(Saved entries)
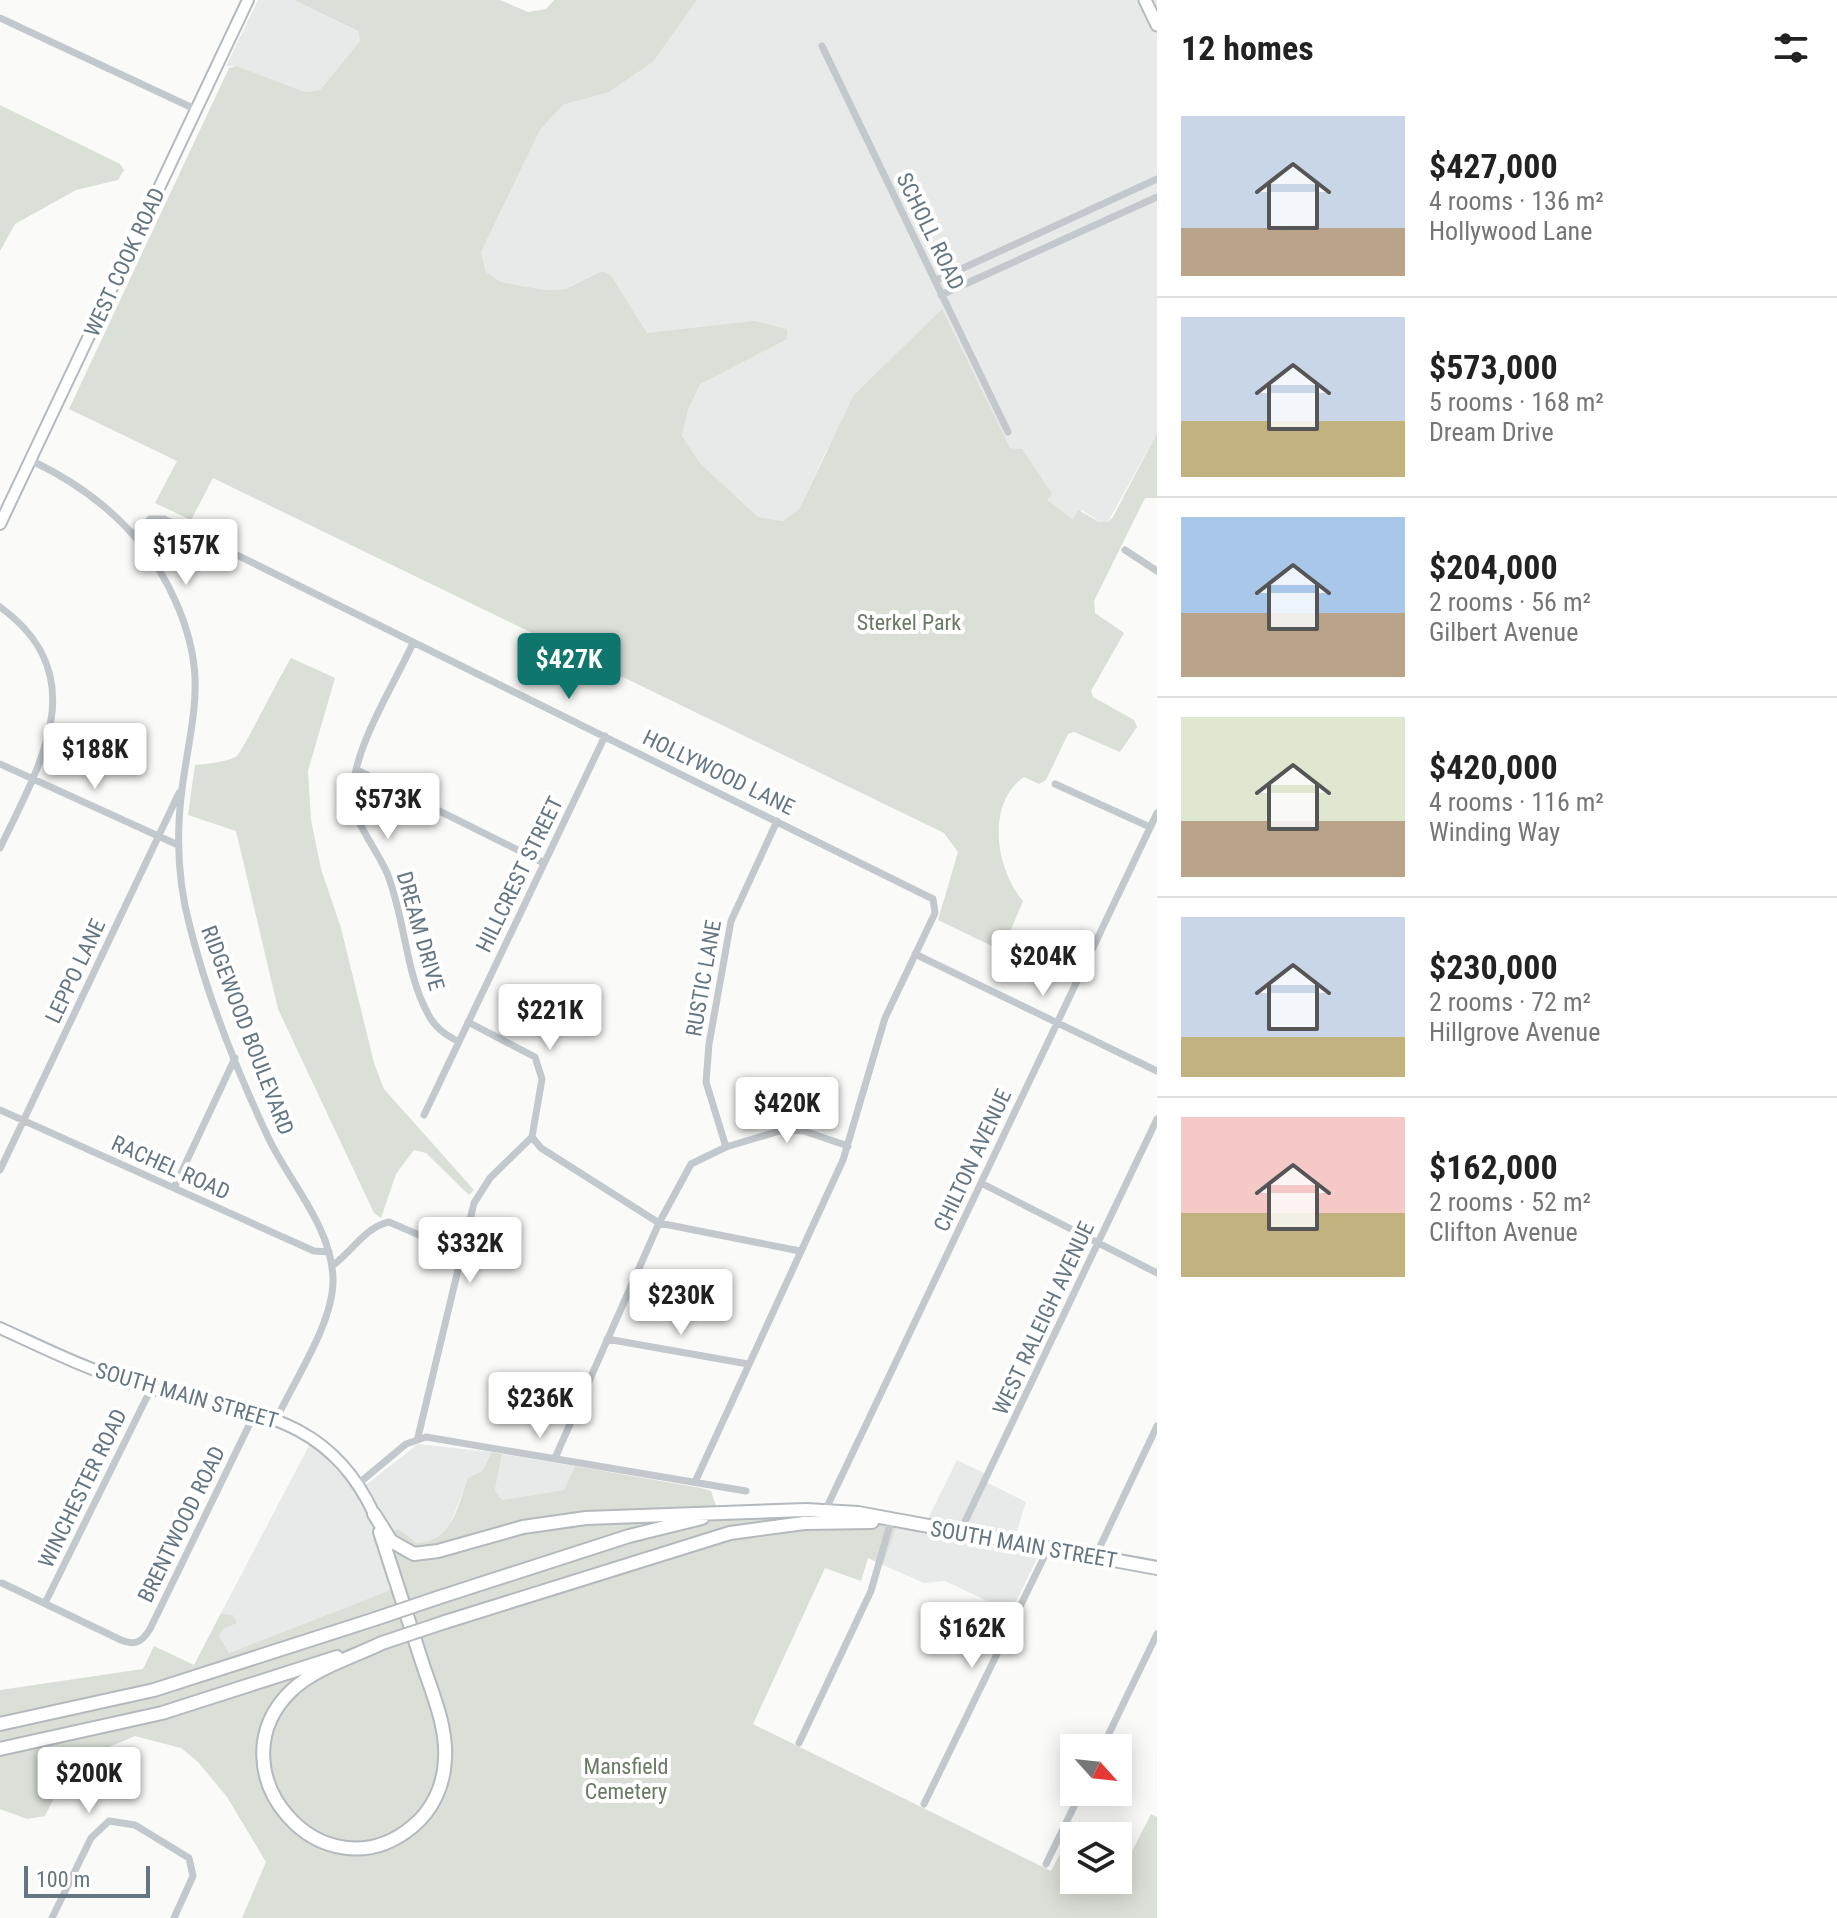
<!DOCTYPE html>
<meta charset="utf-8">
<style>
body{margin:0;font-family:"Roboto Condensed",sans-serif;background:#f6f6f6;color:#222;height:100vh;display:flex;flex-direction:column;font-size:30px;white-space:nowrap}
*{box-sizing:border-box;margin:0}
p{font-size:26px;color:#767676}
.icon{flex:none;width:44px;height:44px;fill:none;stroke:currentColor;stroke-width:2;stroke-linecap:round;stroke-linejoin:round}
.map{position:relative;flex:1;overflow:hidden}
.side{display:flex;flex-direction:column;background:#fff;width:680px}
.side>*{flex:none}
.needle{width:52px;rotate:117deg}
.buttons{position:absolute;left:1060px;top:1734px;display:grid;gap:16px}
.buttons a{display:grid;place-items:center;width:72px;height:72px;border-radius:0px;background:#fff;box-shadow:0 4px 20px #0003;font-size:40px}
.scale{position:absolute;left:24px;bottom:20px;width:126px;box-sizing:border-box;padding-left:8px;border:4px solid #657683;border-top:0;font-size:22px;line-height:28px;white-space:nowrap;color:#657683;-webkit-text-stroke:6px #fff;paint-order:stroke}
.price{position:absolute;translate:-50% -68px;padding:0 18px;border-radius:8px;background:#fff;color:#222;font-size:26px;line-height:52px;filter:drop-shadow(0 2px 4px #0008)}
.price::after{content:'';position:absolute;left:50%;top:48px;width:24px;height:18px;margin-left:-12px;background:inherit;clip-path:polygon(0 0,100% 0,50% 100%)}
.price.on{background:#0f766e;color:#fff}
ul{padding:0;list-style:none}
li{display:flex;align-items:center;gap:24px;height:200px;padding:0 24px}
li+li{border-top:2px solid #e0e0e0}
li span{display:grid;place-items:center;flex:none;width:224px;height:160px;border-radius:0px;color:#555}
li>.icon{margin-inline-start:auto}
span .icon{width:96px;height:96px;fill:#fffc;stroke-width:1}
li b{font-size:34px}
h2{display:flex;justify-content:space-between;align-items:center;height:96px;padding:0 24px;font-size:34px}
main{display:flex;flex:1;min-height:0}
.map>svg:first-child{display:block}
</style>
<main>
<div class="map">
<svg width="1157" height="1918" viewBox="0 0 1157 1918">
<rect width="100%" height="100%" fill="#fafaf8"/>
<path fill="#e8e9e9" d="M258,0H294L358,31L360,41L320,90L305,92L236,66H226Z
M697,0H1157V433L1108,522H1100L1082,510L1074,519L1046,500L1052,493L1022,449L1010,448L991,412L827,449L799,509L783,521L758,517L700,463L682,436L688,410L700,384L735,364L666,334L647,333L611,275L602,271L566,289L545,290L501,282L486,272L481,252L540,130L563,105L609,92L653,62Z
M311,1442L357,1492L418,1444L492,1452L482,1471L468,1479L448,1530L439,1540L424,1543H416L406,1537L393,1589L229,1653L219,1636L224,1627L236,1623L233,1615L221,1613Z
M502,1454L575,1466L564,1490L502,1500L495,1490Z
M957,1460L986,1474L984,1481L1026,1502L1014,1540L1043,1546L1011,1612L945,1581L924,1583L883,1565L900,1517L926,1523Z"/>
<path fill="#dadfd7" d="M294,0H500L528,12L546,9L554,0H697L653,62L609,92L563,105L540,130L481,252L486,272L501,282L545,290L566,289L602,271L611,275L647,333L754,321L787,329V339L700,384L688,410L682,436L700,463L758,517L783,521L799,509L854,395L942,309L1010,448L1022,449L1052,493L1047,500L1073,519L1078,510L1099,522H1108L1113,517L1157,433V498H1145L1094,601L1095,613L1124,633L1091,691L1093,697L1134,720L1137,727L1120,752L1074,732L1068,734L1046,780L1039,784L1024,777C985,804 996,870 1023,901L1005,944L994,947L938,920L958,852L944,833L213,478L191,520L155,503L177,461L69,409L229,68L236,66L305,92L320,90L360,41L358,31Z
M0,105L120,164L124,170L118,180L76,190L15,224L0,251Z
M291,658L335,678L308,771L311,820L321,869L341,928L374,1063L384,1089L474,1190L469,1195L426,1153L414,1150L396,1174L381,1218L374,1213L278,1009L236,831L188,815L195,765C206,764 228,762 237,756C242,752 282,672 291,658Z
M492,1452L502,1454L495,1490L502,1500L564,1490L575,1466L701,1488L711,1491L716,1506L811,1505L900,1517L883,1565L868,1558L861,1581L825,1568L753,1724L1051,1871L1068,1839L1074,1842V1880H1118V1862L1125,1865L1151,1814L1157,1817V1918H242L266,1862L227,1797L198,1762L181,1748L135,1736L72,1763L45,1816L27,1819L0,1809V1690L143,1669L154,1646L194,1665L221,1613L233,1615L237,1623L224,1628L219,1636L229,1653L393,1589L376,1538L398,1529L416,1543C453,1542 457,1507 468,1478L482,1471Z"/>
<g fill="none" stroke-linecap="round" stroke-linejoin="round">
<defs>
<path id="secondary" d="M0,524L248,0
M0,1328C44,1348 88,1370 135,1384C233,1413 324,1405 374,1514"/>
<path id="primary" d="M1145,0L1157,25"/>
<path id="highway" d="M374,1514L391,1541L414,1554L438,1551L523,1527L586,1518L806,1510L858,1513L1157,1568
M380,1532C394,1576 409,1621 423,1665C433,1695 447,1727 445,1759C444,1785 433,1810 412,1827C323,1900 210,1770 291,1691C315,1668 353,1657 382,1643
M437,1598L629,1536L702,1518
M445,1622L730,1533L804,1523L872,1522
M0,1724L154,1690L375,1619
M0,1749L162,1713L337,1657"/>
</defs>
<use href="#secondary" stroke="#b3babf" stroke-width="14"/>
<use href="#primary" stroke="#b5babe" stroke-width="15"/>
<use href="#highway" stroke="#b4b9bd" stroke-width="16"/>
<path stroke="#c3c8cc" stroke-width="7" d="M0,18L197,110
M822,46L1008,432
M935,281L1157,179
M941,295L1157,197
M30,460C94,490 146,535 175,600C209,676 192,714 182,789C176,835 178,883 190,927C208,998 237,1071 268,1137C289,1182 332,1227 333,1279C334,1322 295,1379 277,1418
M134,534L150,519H164L933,899L935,913L885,1018L843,1160L695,1482
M1125,550L1157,571
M0,607C96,676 39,766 0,848
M413,643C394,685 356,743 353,789C351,822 375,845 387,873C405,917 405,972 428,1014C435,1028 446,1035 459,1042
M0,764L178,845
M357,770L544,863
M1055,784L1150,827
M915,954L1157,1071
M468,1022L535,1057L542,1079L532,1137L541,1148L659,1223L800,1251
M0,1110L314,1251L329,1252
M424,1115L605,736
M726,1147L706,1082L709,1044L731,921L777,821
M0,1170L179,793
M981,1183L1157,1273
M174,1188L235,1058
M332,1266C352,1252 365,1227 389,1222L461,1253
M607,1339L748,1364
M418,1437L474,1203L490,1178L532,1137
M555,1458L659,1223L691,1164L726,1147L783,1130L804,1131L848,1146
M358,1484L406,1444L426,1437L746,1491
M824,1513L1157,813
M960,1532L1157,1119
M1095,1557L1157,1426
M2,1583L121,1640C135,1646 142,1642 150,1629L255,1413
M45,1603L151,1389
M799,1743L871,1591L891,1521
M1102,1748L1157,1634
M924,1804L1048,1549
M1046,1864L1081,1792
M52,1918L91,1838L109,1821L135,1825L189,1858L193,1876L174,1918"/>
<use href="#secondary" stroke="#fff" stroke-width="10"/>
<use href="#primary" stroke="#fff" stroke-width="11"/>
<use href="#highway" stroke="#fff" stroke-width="12"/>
<defs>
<path id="highway-bridge" d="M375,1619L437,1598
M382,1643L445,1622"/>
</defs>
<use href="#highway-bridge" stroke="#b4b9bd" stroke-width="16" stroke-linecap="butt"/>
<use href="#highway-bridge" stroke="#fff" stroke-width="12"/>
</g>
<g text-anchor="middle" stroke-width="8" stroke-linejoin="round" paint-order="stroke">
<g font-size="22" fill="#657683" stroke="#fff">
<text transform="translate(931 231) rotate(64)" y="8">SCHOLL ROAD</text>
<text transform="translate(124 262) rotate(-65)" y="8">WEST COOK ROAD</text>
<text transform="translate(719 772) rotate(26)" y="8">HOLLYWOOD LANE</text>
<text transform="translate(519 874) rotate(-64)" y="8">HILLCREST STREET</text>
<text transform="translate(421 931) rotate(74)" y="8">DREAM DRIVE</text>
<text transform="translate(75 971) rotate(-65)" y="8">LEPPO LANE</text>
<text transform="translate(703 978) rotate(-80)" y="8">RUSTIC LANE</text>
<text transform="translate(248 1030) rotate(69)" y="8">RIDGEWOOD BOULEVARD</text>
<text transform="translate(972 1160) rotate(-65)" y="8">CHILTON AVENUE</text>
<text transform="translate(171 1167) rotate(24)" y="8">RACHEL ROAD</text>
<text transform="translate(1043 1318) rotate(-65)" y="8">WEST RALEIGH AVENUE</text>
<text transform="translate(187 1395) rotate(16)" y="8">SOUTH MAIN STREET</text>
<text transform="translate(82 1488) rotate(-64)" y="8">WINCHESTER ROAD</text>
<text transform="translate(181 1524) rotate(-64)" y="8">BRENTWOOD ROAD</text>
<text transform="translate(1024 1544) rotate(10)" y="8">SOUTH MAIN STREET</text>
</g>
<g font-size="22" fill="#687a64" stroke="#fff">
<text x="909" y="630">Sterkel Park</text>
<text x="626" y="1774">Mansfield<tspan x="626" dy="25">Cemetery</tspan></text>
</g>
</g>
</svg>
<div class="buttons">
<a><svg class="needle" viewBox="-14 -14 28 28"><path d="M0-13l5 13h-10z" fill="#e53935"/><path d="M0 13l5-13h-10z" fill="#767676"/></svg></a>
<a><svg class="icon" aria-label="layers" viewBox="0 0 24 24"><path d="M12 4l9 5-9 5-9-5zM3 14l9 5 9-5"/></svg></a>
</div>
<div class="scale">100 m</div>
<b class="price" style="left:186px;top:587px">$157K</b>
<b class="price on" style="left:569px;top:701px">$427K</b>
<b class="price" style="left:95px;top:791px">$188K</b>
<b class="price" style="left:388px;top:841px">$573K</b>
<b class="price" style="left:1043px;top:998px">$204K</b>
<b class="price" style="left:550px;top:1052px">$221K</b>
<b class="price" style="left:787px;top:1145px">$420K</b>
<b class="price" style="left:470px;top:1285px">$332K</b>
<b class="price" style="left:681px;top:1337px">$230K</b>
<b class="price" style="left:540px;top:1440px">$236K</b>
<b class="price" style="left:972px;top:1670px">$162K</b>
<b class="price" style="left:89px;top:1815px">$200K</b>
</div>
<section class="side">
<h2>12 homes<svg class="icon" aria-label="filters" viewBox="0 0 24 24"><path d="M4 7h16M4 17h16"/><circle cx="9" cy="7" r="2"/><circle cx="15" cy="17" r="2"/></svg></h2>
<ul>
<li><span style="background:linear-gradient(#c9d6e8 70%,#b9a48a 0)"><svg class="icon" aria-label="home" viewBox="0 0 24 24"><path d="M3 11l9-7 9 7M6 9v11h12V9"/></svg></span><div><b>$427,000</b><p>4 rooms · 136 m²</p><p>Hollywood Lane</p></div></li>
<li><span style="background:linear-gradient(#c9d6e8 65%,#c2b280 0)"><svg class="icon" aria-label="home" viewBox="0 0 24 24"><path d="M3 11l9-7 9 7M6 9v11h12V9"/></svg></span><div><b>$573,000</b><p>5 rooms · 168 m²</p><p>Dream Drive</p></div></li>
<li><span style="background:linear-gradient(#a9c7e8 60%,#b9a48a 0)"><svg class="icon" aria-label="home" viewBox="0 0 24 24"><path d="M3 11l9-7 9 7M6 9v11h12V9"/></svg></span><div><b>$204,000</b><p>2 rooms · 56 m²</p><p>Gilbert Avenue</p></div></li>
<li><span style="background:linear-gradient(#dfe7d0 65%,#b9a48a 0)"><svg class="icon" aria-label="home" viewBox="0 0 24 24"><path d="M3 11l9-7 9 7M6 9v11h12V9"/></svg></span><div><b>$420,000</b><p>4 rooms · 116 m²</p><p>Winding Way</p></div></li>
<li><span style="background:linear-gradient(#c9d6e8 75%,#c2b280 0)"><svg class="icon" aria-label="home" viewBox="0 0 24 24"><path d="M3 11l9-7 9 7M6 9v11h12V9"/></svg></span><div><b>$230,000</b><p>2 rooms · 72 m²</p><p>Hillgrove Avenue</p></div></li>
<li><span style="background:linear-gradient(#f6c9c9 60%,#c2b280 0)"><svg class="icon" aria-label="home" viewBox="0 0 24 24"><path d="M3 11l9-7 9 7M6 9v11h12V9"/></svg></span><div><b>$162,000</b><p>2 rooms · 52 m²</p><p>Clifton Avenue</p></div></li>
</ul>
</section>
</main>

= What is required =
Show every line in the entries where the string "border" occurs.

= Exercise solution =
*{box-sizing:border-box;margin:0}
.buttons a{display:grid;place-items:center;width:72px;height:72px;border-radius:0px;background:#fff;box-shadow:0 4px 20px #0003;font-size:40px}
.scale{position:absolute;left:24px;bottom:20px;width:126px;box-sizing:border-box;padding-left:8px;border:4px solid #657683;border-top:0;font-size:22px;line-height:28px;white-space:nowrap;color:#657683;-webkit-text-stroke:6px #fff;paint-order:stroke}
.price{position:absolute;translate:-50% -68px;padding:0 18px;border-radius:8px;background:#fff;color:#222;font-size:26px;line-height:52px;filter:drop-shadow(0 2px 4px #0008)}
li+li{border-top:2px solid #e0e0e0}
li span{display:grid;place-items:center;flex:none;width:224px;height:160px;border-radius:0px;color:#555}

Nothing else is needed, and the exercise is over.